**PROVIDED MATERIAL**
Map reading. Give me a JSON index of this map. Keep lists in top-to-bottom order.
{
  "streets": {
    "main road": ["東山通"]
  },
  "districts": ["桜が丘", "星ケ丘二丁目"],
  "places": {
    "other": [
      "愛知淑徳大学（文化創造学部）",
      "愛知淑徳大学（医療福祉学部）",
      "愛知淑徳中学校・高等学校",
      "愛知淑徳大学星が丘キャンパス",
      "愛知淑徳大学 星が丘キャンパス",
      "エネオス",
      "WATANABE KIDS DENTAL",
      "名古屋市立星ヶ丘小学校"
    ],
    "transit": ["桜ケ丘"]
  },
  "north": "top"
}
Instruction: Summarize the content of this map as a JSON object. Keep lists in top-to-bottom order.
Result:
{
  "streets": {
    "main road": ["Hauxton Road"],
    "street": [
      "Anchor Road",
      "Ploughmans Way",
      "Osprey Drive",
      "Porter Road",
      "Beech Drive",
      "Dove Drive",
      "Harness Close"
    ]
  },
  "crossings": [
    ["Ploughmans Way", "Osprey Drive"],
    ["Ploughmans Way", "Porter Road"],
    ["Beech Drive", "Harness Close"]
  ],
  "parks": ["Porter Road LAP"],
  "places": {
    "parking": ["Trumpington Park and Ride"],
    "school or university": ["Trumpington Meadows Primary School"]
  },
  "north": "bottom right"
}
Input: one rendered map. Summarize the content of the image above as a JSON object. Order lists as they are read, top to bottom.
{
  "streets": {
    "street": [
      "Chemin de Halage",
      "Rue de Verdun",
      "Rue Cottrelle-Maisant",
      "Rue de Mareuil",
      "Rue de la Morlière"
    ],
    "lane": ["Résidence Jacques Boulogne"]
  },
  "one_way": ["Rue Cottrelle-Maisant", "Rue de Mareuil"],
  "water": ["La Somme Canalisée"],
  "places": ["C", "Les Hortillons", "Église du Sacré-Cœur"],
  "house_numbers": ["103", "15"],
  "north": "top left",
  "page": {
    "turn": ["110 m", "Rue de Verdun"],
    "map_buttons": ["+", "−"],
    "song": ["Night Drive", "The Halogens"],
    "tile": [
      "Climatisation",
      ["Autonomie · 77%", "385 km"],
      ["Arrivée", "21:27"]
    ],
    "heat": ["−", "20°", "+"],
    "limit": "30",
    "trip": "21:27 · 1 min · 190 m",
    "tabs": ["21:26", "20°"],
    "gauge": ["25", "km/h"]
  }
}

**TASK OBJECTIVE**
Write out, exactly as shown, only the lines running from the one that contains "Input: one rendered" to the last line above.

**ANSWER BELOW**
Input: one rendered map. Summarize the content of the image above as a JSON object. Order lists as they are read, top to bottom.
{
  "streets": {
    "street": [
      "Chemin de Halage",
      "Rue de Verdun",
      "Rue Cottrelle-Maisant",
      "Rue de Mareuil",
      "Rue de la Morlière"
    ],
    "lane": ["Résidence Jacques Boulogne"]
  },
  "one_way": ["Rue Cottrelle-Maisant", "Rue de Mareuil"],
  "water": ["La Somme Canalisée"],
  "places": ["C", "Les Hortillons", "Église du Sacré-Cœur"],
  "house_numbers": ["103", "15"],
  "north": "top left",
  "page": {
    "turn": ["110 m", "Rue de Verdun"],
    "map_buttons": ["+", "−"],
    "song": ["Night Drive", "The Halogens"],
    "tile": [
      "Climatisation",
      ["Autonomie · 77%", "385 km"],
      ["Arrivée", "21:27"]
    ],
    "heat": ["−", "20°", "+"],
    "limit": "30",
    "trip": "21:27 · 1 min · 190 m",
    "tabs": ["21:26", "20°"],
    "gauge": ["25", "km/h"]
  }
}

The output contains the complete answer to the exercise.